TPG’s secondaries unit debuts in CCMP GP-led deal

The firm's group is among a new crop of secondaries buyers joining a market that continues to grow at a frenetic pace.

TPG’s fledgling GP-led secondaries group is among a group of high-profile firms participating in a process that will move facilities management services provider BGIS out of an older CCMP Capital fund and into a continuation pool, four sources told Buyouts.

The firm’s group is among a new crop of secondaries buyers joining the market that continues to grow at a frenetic pace. Deal volume is expected to come in close to $100 billion for 2021, a record level, with no sense of slowing. GP-led deals like CCMP have been driving market volume since the second half of 2020, though traditional LP portfolio sales have reemerged as buyers look for diversification away from large concentrated bets.

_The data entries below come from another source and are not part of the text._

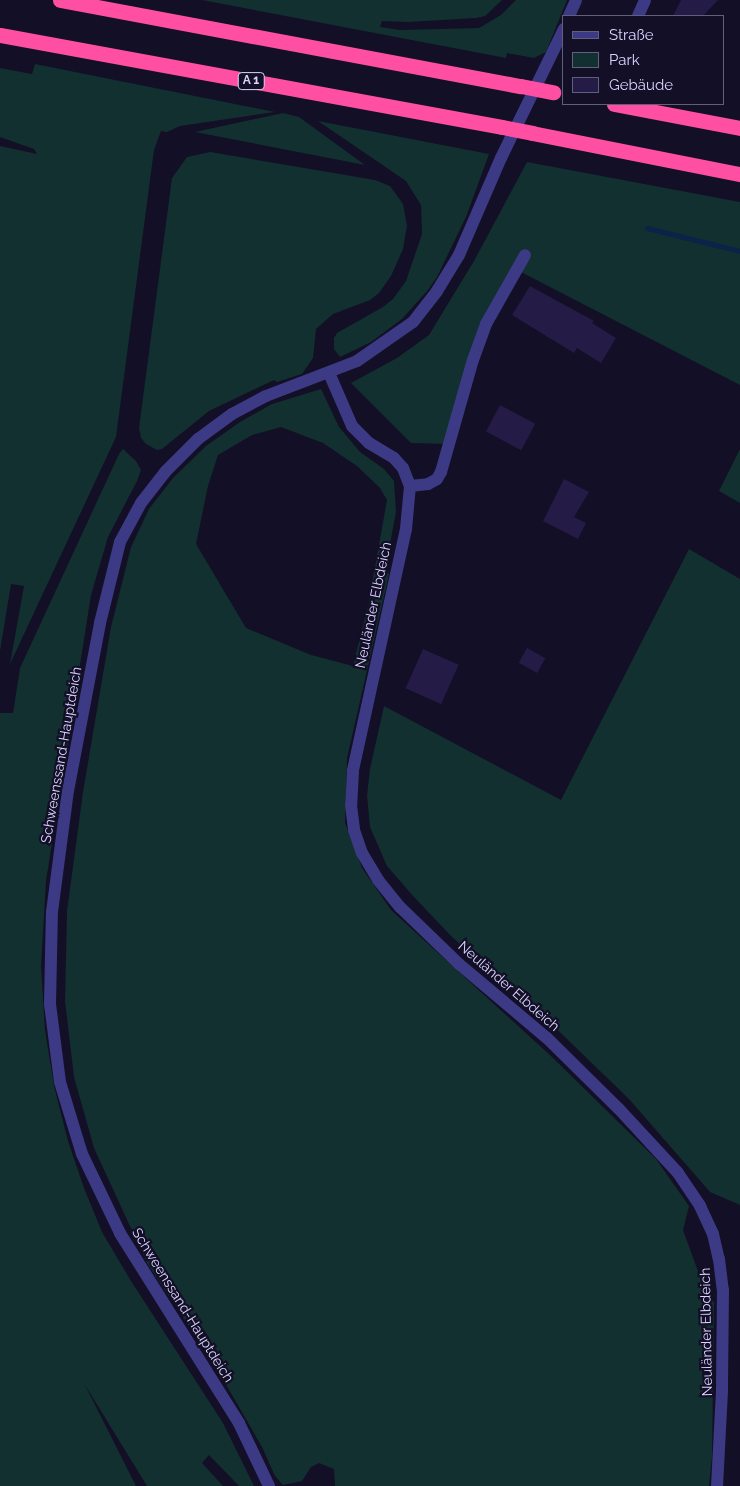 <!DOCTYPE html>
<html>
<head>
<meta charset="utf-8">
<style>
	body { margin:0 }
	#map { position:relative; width:740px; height:1486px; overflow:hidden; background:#130f26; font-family:Raleway,sans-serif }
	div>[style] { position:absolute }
	.green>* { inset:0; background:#12302f }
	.stream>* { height:5px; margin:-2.5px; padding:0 2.5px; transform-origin:2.5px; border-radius:2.5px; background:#0c2248 }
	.building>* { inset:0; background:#241b47; transform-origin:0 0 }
	.minor>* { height:12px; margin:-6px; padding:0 6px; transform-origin:6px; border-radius:6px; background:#3d3a85 }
	.highway>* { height:15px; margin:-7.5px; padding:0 7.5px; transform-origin:7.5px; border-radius:7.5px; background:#ff4fa3 }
	.highway-bridge>* { height:15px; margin:-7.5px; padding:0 7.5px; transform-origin:7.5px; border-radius:7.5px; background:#ff4fa3 }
	span { translate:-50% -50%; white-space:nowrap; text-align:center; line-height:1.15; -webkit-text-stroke:4.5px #130f26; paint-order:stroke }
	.shield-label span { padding:1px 4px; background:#130f26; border:1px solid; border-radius:4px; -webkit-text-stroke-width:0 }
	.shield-label { font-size:12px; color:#d9d4ff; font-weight:700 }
	.street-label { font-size:14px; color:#d9d4ff }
	.legend { position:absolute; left:562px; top:15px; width:162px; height:90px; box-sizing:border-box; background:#130f26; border:1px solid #625e7d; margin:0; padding:6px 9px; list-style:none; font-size:15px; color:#d9d4ff }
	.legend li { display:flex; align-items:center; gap:10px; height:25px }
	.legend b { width:25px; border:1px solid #625e7d }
</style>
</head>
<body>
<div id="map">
	<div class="green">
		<div style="clip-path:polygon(202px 0,502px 0,485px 16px,476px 18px,408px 22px,382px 21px,380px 27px,400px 30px,479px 28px,501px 15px,516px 0,567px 0,546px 52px,534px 58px,507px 53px,506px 58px)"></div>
		<div style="clip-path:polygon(35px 64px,275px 112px,180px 126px,167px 132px,161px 131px,154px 150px,116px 437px,10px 664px,24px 586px,11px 584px,0 651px,0 146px,37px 154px,34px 149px,0 137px,0 68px,32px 74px)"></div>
		<div style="clip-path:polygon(283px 113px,299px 117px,365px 165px,195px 132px)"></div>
		<div style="clip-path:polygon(318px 121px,489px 154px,466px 217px,437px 277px,428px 290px,402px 319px,371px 342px,340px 357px,334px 349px,334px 338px,337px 333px,383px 307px,393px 299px,406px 281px,422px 234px,421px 205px,406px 181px)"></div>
		<div style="clip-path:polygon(210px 152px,375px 180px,390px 186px,403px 204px,407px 226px,403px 249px,391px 276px,379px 293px,370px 300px,333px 314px,316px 329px,313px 358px,302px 374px,277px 382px,274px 380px,209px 411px,162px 449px,157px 450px,146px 444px,141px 438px,139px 428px,172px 178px,187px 157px)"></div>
		<div style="clip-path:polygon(527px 162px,740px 202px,740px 385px,519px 271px,473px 360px,451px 444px,411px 443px,351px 383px,397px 358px,429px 335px,474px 261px)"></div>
		<div style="clip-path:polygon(evenodd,321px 389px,339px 427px,360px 452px,384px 469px,394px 481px,396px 512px,385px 571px,389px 574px,347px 758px,345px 823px,362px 868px,391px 910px,552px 1057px,656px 1159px,689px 1206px,683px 1230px,707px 1296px,714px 1302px,712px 1457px,709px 1486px,335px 1486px,334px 1469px,319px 1463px,311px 1467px,302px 1481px,283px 1485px,275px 1476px,262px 1447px,217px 1369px,147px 1263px,94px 1148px,74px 1077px,65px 1001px,67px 911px,83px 792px,111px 627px,131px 547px,149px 509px,173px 478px,206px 446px,240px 422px,272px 404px,321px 389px,281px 427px,323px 443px,357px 466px,380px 488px,387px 500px,368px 606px,353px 666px,311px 655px,246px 628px,196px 544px,208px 486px,218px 455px,252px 435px,281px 427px)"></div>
		<div style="clip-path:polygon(123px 449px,136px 461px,141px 470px,137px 481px,108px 537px,91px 595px,46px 881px,41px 966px,45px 1030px,54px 1086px,68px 1141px,84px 1188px,102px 1232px,131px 1281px,223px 1423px,254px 1486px,239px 1486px,209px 1455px,202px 1463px,223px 1486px,147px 1486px,85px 1385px,136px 1486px,0 1486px,0 713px,13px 713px,20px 668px,119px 454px)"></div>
		<div style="clip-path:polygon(740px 449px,740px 503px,719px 491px)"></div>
		<div style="clip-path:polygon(689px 549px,740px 579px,740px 1205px,710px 1192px,629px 1099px,537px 1010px,452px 937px,414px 897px,387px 866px,370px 827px,367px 795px,370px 769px,384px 706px,561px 800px)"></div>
	</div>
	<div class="stream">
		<div style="left:647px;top:228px;width:96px;rotate:13.9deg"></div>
	</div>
	<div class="building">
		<div style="clip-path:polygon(681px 0,718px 0,703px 16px,673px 16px)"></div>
		<div style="clip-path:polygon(530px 286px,594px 321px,592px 323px,616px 338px,601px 363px,577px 348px,574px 353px,512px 315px)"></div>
		<div style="left:500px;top:405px;width:40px;height:30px;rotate:28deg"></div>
		<div style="clip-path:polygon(564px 479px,589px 492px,574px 517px,586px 523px,578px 539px,543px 521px)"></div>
		<div style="left:527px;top:648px;width:21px;height:17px;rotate:29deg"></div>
		<div style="left:423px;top:649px;width:39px;height:43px;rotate:24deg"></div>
	</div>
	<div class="minor">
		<div style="left:569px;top:16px;width:17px;rotate:-66deg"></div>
		<div style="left:638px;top:16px;width:17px;rotate:-66deg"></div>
		<div style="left:329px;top:373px;width:58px;rotate:66.5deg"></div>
		<div style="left:352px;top:426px;width:24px;rotate:45deg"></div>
		<div style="left:369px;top:443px;width:29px;rotate:31deg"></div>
		<div style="left:394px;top:458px;width:13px;rotate:48deg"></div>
		<div style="left:403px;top:468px;width:19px;rotate:69deg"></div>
		<div style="left:410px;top:486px;width:43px;rotate:95.3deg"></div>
		<div style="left:406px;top:529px;width:248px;rotate:102.4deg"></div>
		<div style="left:353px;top:771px;width:34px;rotate:93deg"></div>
		<div style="left:351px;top:805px;width:25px;rotate:83deg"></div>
		<div style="left:354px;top:830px;width:24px;rotate:71deg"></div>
		<div style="left:362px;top:853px;width:31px;rotate:59deg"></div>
		<div style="left:378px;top:880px;width:35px;rotate:51deg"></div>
		<div style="left:400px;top:907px;width:82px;rotate:44deg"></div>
		<div style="left:459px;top:964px;width:115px;rotate:40.1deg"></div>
		<div style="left:547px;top:1038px;width:101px;rotate:44.6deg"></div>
		<div style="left:619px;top:1109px;width:87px;rotate:47.3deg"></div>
		<div style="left:678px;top:1173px;width:40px;rotate:56deg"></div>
		<div style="left:700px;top:1206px;width:31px;rotate:65deg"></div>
		<div style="left:713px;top:1234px;width:26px;rotate:77deg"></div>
		<div style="left:719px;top:1259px;width:31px;rotate:83deg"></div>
		<div style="left:723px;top:1290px;width:101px;rotate:90.6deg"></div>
		<div style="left:722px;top:1391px;width:95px;rotate:93deg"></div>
		<div style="left:410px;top:486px;width:18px;rotate:-6deg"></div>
		<div style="left:428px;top:484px;width:10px;rotate:-29deg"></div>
		<div style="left:437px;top:479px;width:8px;rotate:-60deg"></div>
		<div style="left:441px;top:472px;width:116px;rotate:-74.1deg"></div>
		<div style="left:473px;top:360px;width:38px;rotate:-70deg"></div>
		<div style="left:486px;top:324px;width:79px;rotate:-60.5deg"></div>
		<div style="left:269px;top:1486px;width:70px;rotate:-115.5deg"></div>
		<div style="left:239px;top:1423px;width:224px;rotate:-122.1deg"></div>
		<div style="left:120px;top:1233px;width:88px;rotate:-115.7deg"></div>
		<div style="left:82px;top:1154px;width:75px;rotate:-107deg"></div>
		<div style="left:60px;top:1082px;width:79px;rotate:-97.3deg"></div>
		<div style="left:50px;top:1004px;width:92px;rotate:-88.8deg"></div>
		<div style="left:52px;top:912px;width:122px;rotate:-82.5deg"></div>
		<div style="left:68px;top:791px;width:171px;rotate:-79.2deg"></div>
		<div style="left:100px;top:623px;width:83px;rotate:-76.1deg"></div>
		<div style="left:120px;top:542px;width:44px;rotate:-61.7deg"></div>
		<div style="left:141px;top:503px;width:39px;rotate:-52deg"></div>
		<div style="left:165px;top:472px;width:47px;rotate:-45deg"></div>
		<div style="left:198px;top:439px;width:42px;rotate:-36.3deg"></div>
		<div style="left:232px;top:414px;width:38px;rotate:-28deg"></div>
		<div style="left:266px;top:396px;width:97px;rotate:-21deg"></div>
		<div style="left:357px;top:361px;width:68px;rotate:-34.9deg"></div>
		<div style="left:413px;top:322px;width:39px;rotate:-52deg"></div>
		<div style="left:437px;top:291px;width:42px;rotate:-58.6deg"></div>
		<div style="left:459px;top:255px;width:106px;rotate:-66.6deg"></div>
		<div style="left:501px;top:158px;width:144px;rotate:-64deg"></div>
	</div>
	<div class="highway">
		<div style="left:60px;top:0;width:469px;rotate:10.6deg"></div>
		<div style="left:0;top:35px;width:510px;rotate:10.39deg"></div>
		<div style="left:614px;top:104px;width:128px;rotate:10.8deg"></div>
		<div style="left:532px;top:133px;width:212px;rotate:11.2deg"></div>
	</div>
	<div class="highway-bridge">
		<div style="left:521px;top:86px;width:33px;rotate:11deg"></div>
		<div style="left:502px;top:127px;width:31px;rotate:11deg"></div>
	</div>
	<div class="shield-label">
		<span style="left:251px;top:81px">A 1</span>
	</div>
	<div class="street-label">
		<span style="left:373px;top:605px;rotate:-78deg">Neuländer Elbdeich</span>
		<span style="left:61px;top:755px;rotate:-80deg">Schweenssand-Hauptdeich</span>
		<span style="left:509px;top:986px;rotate:41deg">Neuländer Elbdeich</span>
		<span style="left:183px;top:1305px;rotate:58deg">Schweenssand-Hauptdeich</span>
		<span style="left:706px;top:1332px;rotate:-91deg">Neuländer Elbdeich</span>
	</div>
	<ul class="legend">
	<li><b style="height:6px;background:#3d3a85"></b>Straße</li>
	<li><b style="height:14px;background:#12302f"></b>Park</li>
	<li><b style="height:14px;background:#241b47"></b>Gebäude</li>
	</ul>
</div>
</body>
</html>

AlpInvest Partners is leading the deal, along with BlackRock’s secondaries unit and Glendower Capital. Other investors in the deal include Strategic Partners and NorthLeaf. Jefferies is working as secondaries adviser on the deal, which is expected to total about $950 million, two of the sources said.

TPG’s secondaries unit, led by ex-CPPIB executive Michael Woolhouse and Matt Jones, who joined this year from Pantheon, is taking a small stake in the deal with capital from the firm’s balance sheet, two of the sources said. The unit is raising its debut fund focusing on GP-led deals, though it’s not clear how much the fund has collected, sources told Buyouts. That TPG used balance sheet capital would suggest the fund has not yet held a first close to begin investing.

Other firms expanding into secondaries capabilities include Ares Management, which acquired Landmark Partners last year, Brookfield, Apollo Global Management and Franklin Templeton, which is buying Lexington Partners.

Concentrated deal

CCMP is moving BGIS, which it acquired in 2019, along with a small interest in Truck Hero, into the continuation fund. The two assets are from CCMP’s third fund, which closed on $3.6 billion in 2014.

CCMP acquired BGIS from Brookfield Business Partners in 2019. It acquired Truck Hero, which provides aftermarket accessories for pick-up trucks and jeeps, in 2017, and sold most of its stake to an L Catterton-led investor group in 2020.

Existing investors in Fund III have the option to cash out of their stakes in the companies, or reinvest in the continuation fund. It’s not clear if the deal would allow existing LPs to reinvest on the same terms they had in Fund III, or if they have to take the new terms on the continuation fund.

Status quo options, once a major demand among LPs in secondaries deals, have been gradually fading out of certain deals, usually single-asset ones, or transactions that include multiple assets from numerous older funds.

CCMP’s secondary, which is expected to close soon, kicked off in September. If it closes soon, it will be one of the quicker transactions to close in the market. One of the fastest GP-led deals is considered to be Ivanti, a single-asset deal run by Clearlake Capital and Evercore, which closed in about 45 days, Buyouts previously reported.

One difference between the two deals is that Ivanti’s valuation was set by a preceding minority stake sale the company closed prior to the secondary. CCMP, on the other hand, set the price on the assets through an independent price discovery process, one of the sources said.

Secondaries volume in the first half was estimated at around $50 billion, according to Campbell Lutyen’s half-year volume report. GP-led deals, like CCMP’s, accounted for around 55 percent of total volume, the report said.

Single-asset deals themselves represented about 40 percent of total GP-led deal volume, the report said.

A CCMP spokesperson declined to comment.